Where Will a Proton Stop Before Turning Around in a Collision?

[loganblacke]

Homework Statement

A proton with a speed of 1.23x10⁴ m/s is moving from ∞ directly towards another proton. Assuming that the second proton is fixed in place, find the position where the moving proton stops momentarily before turning around.

Homework Equations

Potential Energy - U/q = V

The Attempt at a Solution

Clueless.

 

[Delphi51]

The proton is moving initially so it has kinetic energy.
You must think about what energy change takes place as it is repelled by the other proton. The calculation itself will be easy.

 

[cmb]

Assuming that the second proton is fixed in place

...in a little proton vice??

 

[loganblacke]

The proton is moving initially so it has kinetic energy.
You must think about what energy change takes place as it is repelled by the other proton. The calculation itself will be easy.

Okay so conservation of energy, I get that.

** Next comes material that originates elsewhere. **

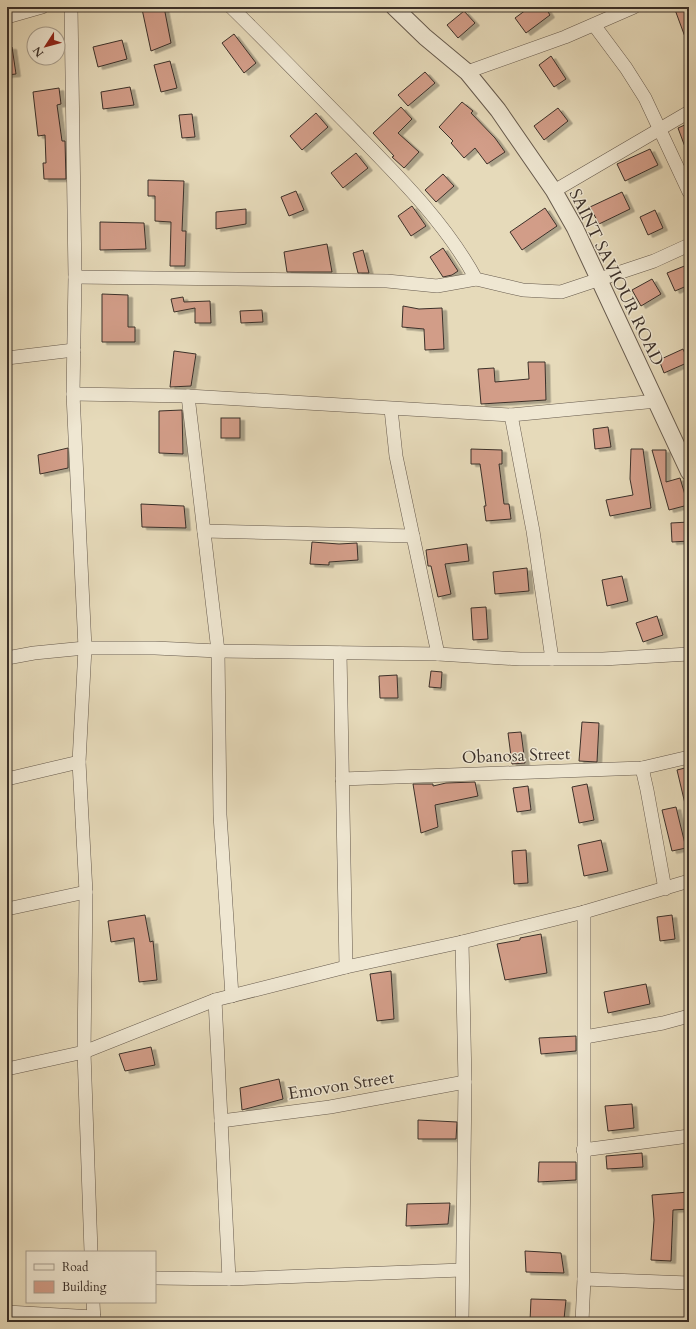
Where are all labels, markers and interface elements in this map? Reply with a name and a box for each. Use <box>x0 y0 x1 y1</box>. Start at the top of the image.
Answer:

E_k = .5(1.67x10^-27kg)(1.23x10⁴m/s)²

When the proton stops, E_k = 0, I'm not understanding how this relates to the position of the proton when it stops.

 

[Delphi51]

It lost kinetic energy. But energy is conserved; it must have changed into some other kind of energy. It is the energy due to electric charges being near each other and is called electric potential energy. It depends on the distance between charges.

Write "initial kinetic energy = electric potential energy when stopped"
Put in the detailed formulas for both types of energy. Wikipedia has the potential energy one here: http://en.wikipedia.org/wiki/Electric_potential_energy
Then you can solve for the distance between charges.

 

[loganblacke]

It lost kinetic energy. But energy is conserved; it must have changed into some other kind of energy. It is the energy due to electric charges being near each other and is called electric potential energy. It depends on the distance between charges.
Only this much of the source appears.